◆ SOURCE DATA ◆
= Beginning of Section =

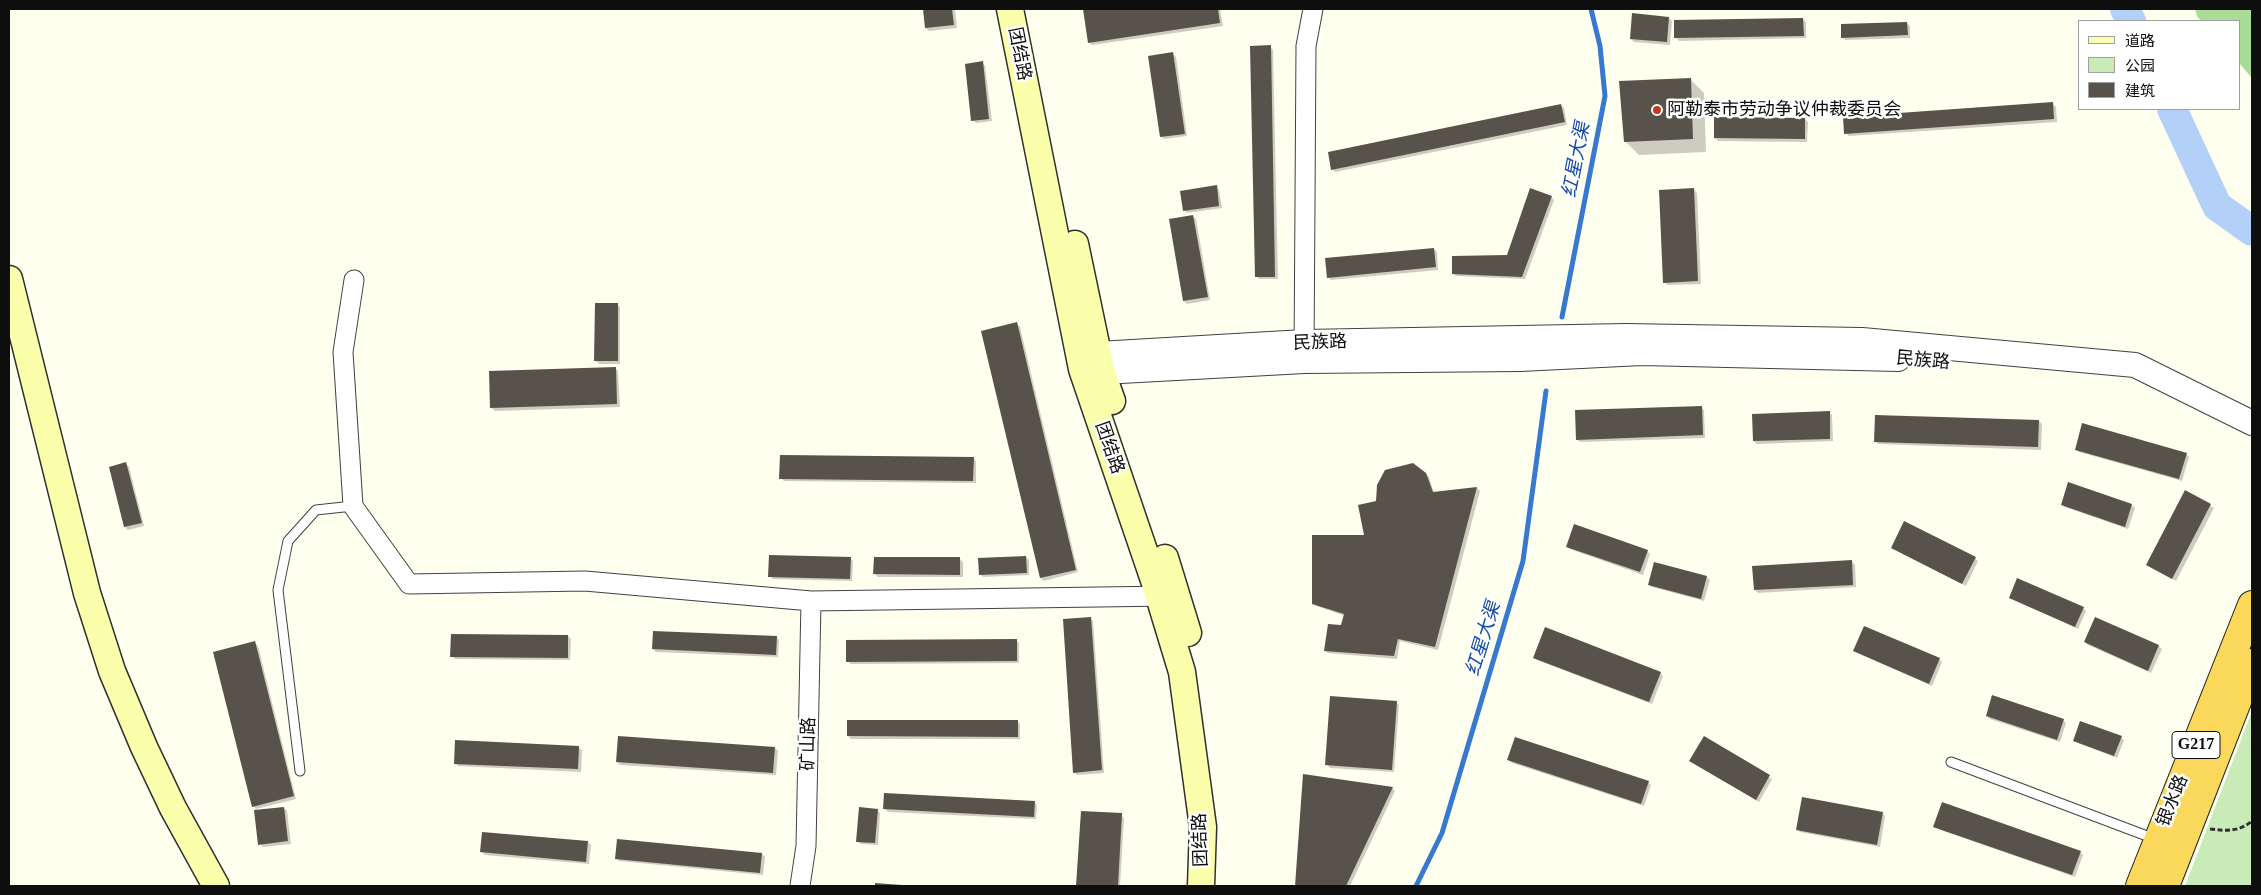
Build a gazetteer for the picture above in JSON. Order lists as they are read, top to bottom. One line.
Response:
{"streets":{"highway":["G217","银水路"],"main road":["团结路"],"street":["民族路","矿山路"]},"crossings":[["团结路","民族路"]],"water":["红星大渠"],"places":["阿勒泰市劳动争议仲裁委员会"],"legend":["道路","公园","建筑"]}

= End of Section =

◆ TO DO ◆
The complete listing must be transcribed verbatim, and all pictures are to be omitted.

◆ ANSWER ◆
Build a gazetteer for the picture above in JSON. Order lists as they are read, top to bottom. One line.
Response:
{"streets":{"highway":["G217","银水路"],"main road":["团结路"],"street":["民族路","矿山路"]},"crossings":[["团结路","民族路"]],"water":["红星大渠"],"places":["阿勒泰市劳动争议仲裁委员会"],"legend":["道路","公园","建筑"]}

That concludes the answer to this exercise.